L’esistenza personale come dato teo-ontologico permette a Yannaras di approfondire anche il significato della prospettiva teologica orientale della distinzione tra l’essenza e l’energia di Dio fino a rinvenirne le implicazioni sul piano ecclesiologico. L’essenza, l’ousia – dal participio presente di einai – è quel «modo» di ipostatizzare l’essere; l’energia è la partecipazione di tale modo di ipostatizzazione dell’essere. Ora, l’essere personale del Padre è la paternità, la paternità, fonte dell’essere, è amore e libertà. Dall’/nell’amore e libertà è generato il Figlio e procede lo Spirito Santo e come amore e libertà la Trinità esiste. La comune attività (energeia) della libertà dei Tre, il modo d’essere Increato, è partecipato, certamente nel Logos per lo Spirito Santo, al modo d’essere creato. Da ciò si arriva, proprio mediante l’esperienza ecclesiale, alla figura di Chiesa non come «religionizzazione» della fede strutturantesi su contenuti (dogmatici, pastorali, morali, ecc.) intellettualisticamente colti e proposti da recepire, con il conseguente invito a raggiungere una salvezza individualisticamente intesa, ma come «evento ecclesiale», come modo d’essere nell’amore e nella libertà, che attua la verità ontologica-personale degli uomini e così una profonda conoscenza della realtà che supera il dogmatismo, il positivismo e il nichilismo.
Ecco presentati alcuni aspetti del pensiero di questa figura di intellettuale che è Christos Yannaras.

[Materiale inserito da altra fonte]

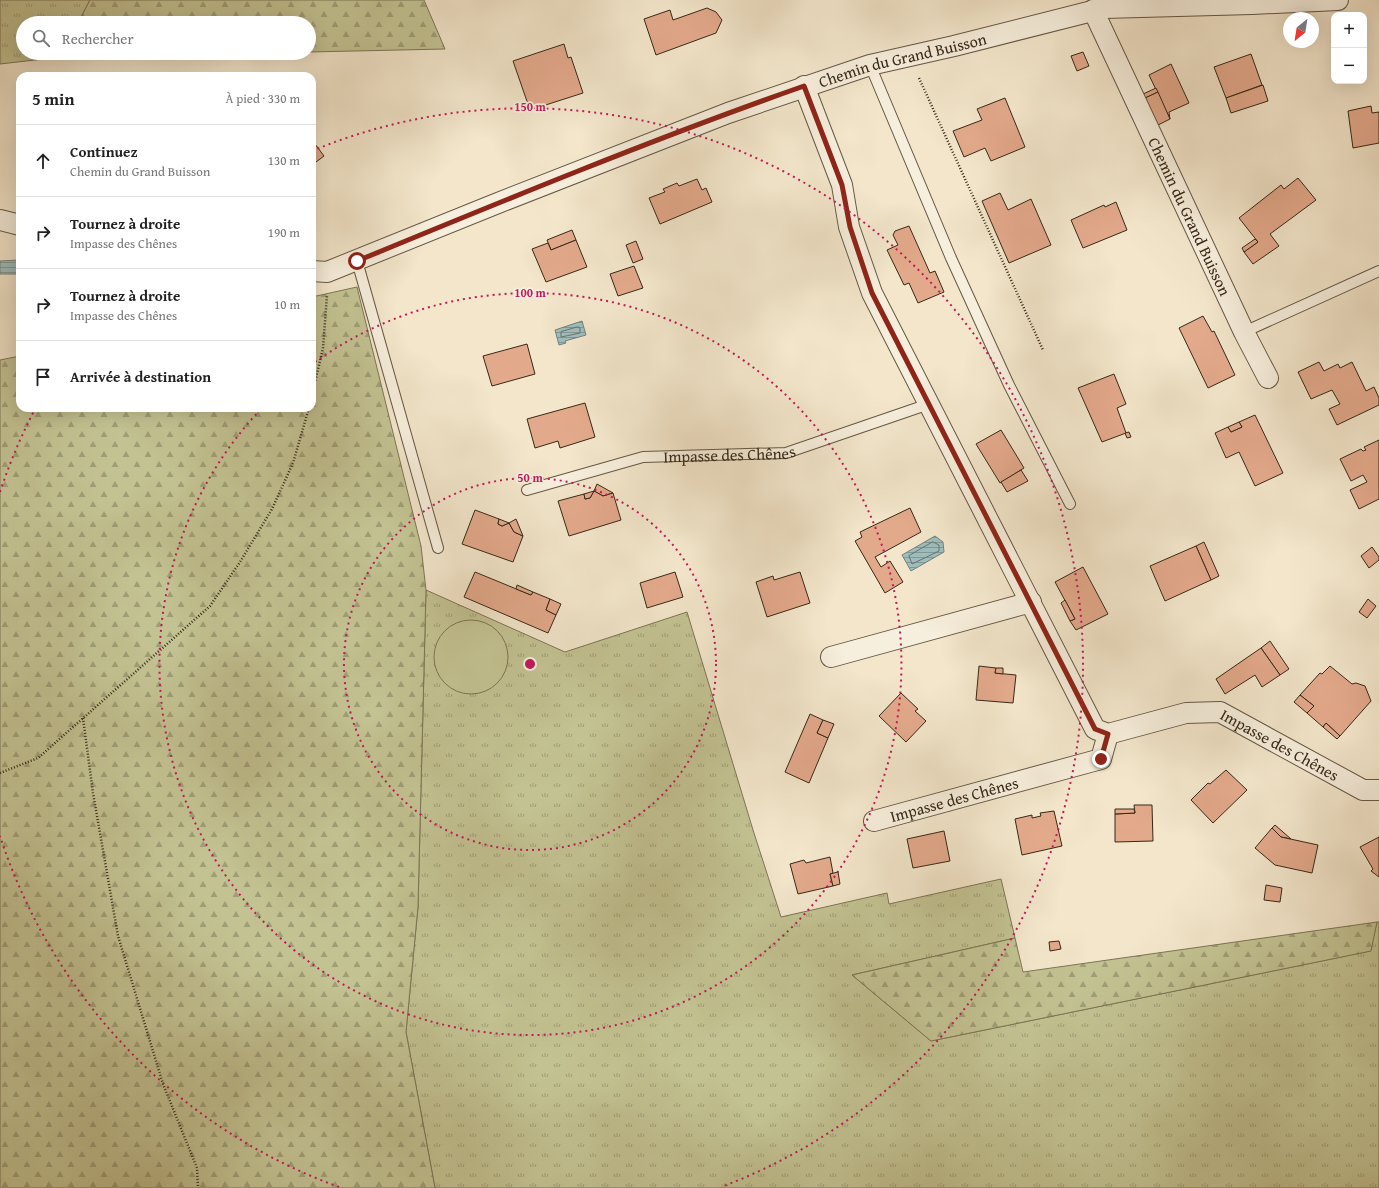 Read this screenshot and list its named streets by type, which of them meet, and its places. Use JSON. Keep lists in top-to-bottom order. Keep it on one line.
{"streets":{"street":["Chemin du Grand Buisson","Impasse des Chênes"]},"north":"bottom left","page":{"map_buttons":["+","−"],"search":"Rechercher","heading":["5 min","À pied · 330 m"],"list":[["Continuez","Chemin du Grand Buisson","130 m"],["Tournez à droite","Impasse des Chênes","190 m"],["Tournez à droite","Impasse des Chênes","10 m"],"Arrivée à destination"]},"rings":["150 m","100 m","50 m"]} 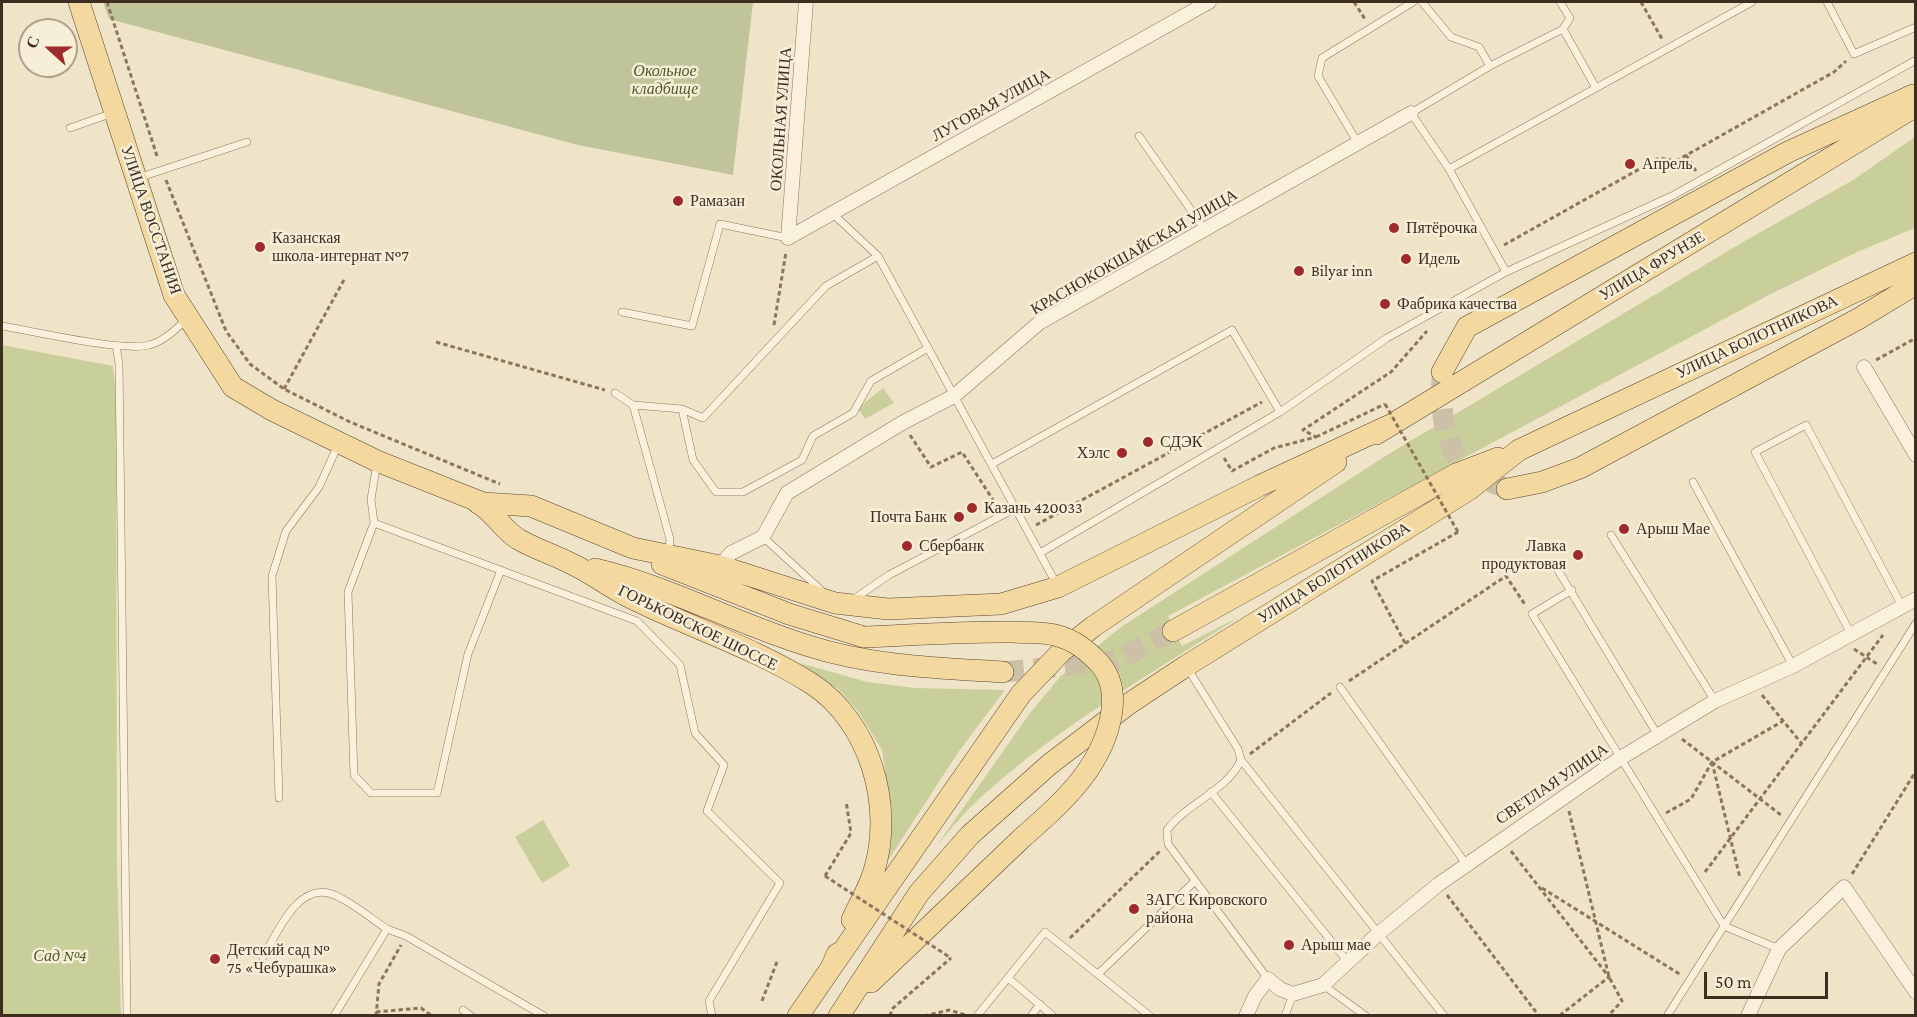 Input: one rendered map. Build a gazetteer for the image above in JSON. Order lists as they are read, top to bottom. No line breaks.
{"streets":{"main road":["УЛИЦА ВОССТАНИЯ","УЛИЦА ФРУНЗЕ","УЛИЦА БОЛОТНИКОВА","ГОРЬКОВСКОЕ ШОССЕ"],"street":["ЛУГОВАЯ УЛИЦА","ОКОЛЬНАЯ УЛИЦА","КРАСНОКОКШАЙСКАЯ УЛИЦА","СВЕТЛАЯ УЛИЦА"]},"crossings":[["ЛУГОВАЯ УЛИЦА","ОКОЛЬНАЯ УЛИЦА"],["УЛИЦА ВОССТАНИЯ","УЛИЦА ФРУНЗЕ"],["УЛИЦА ВОССТАНИЯ","ГОРЬКОВСКОЕ ШОССЕ"]],"parks":["Окольное кладбище","Сад №4"],"places":["Апрель","Рамазан","Пятёрочка","Казанская школа-интернат №7","Идель","Bilyar inn","Фабрика качества","СДЭК","Хэлс","Казань 420033","Почта Банк","Арыш Мае","Сбербанк","Лавка продуктовая","ЗАГС Кировского района","Арыш мае","Детский сад № 75 «Чебурашка»"],"scale_bar":"50 m","north":"left"}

Egli attesta come la riflessione orientale – e greca nella fattispecie – scorga, a partire dall’esperienza personale-ecclesiale, così come i Padri l’hanno vissuta e intesa, nel dato teologico rivelato il contenuto ontologico di carattere personale e il suo modo apofatico di darsi a conoscere. È così superato l’esito nichilistico di un pensiero metafisico onticamente improntato; è così indicata e rilanciata la via della Chiesa: la persona, il modo dell’essere.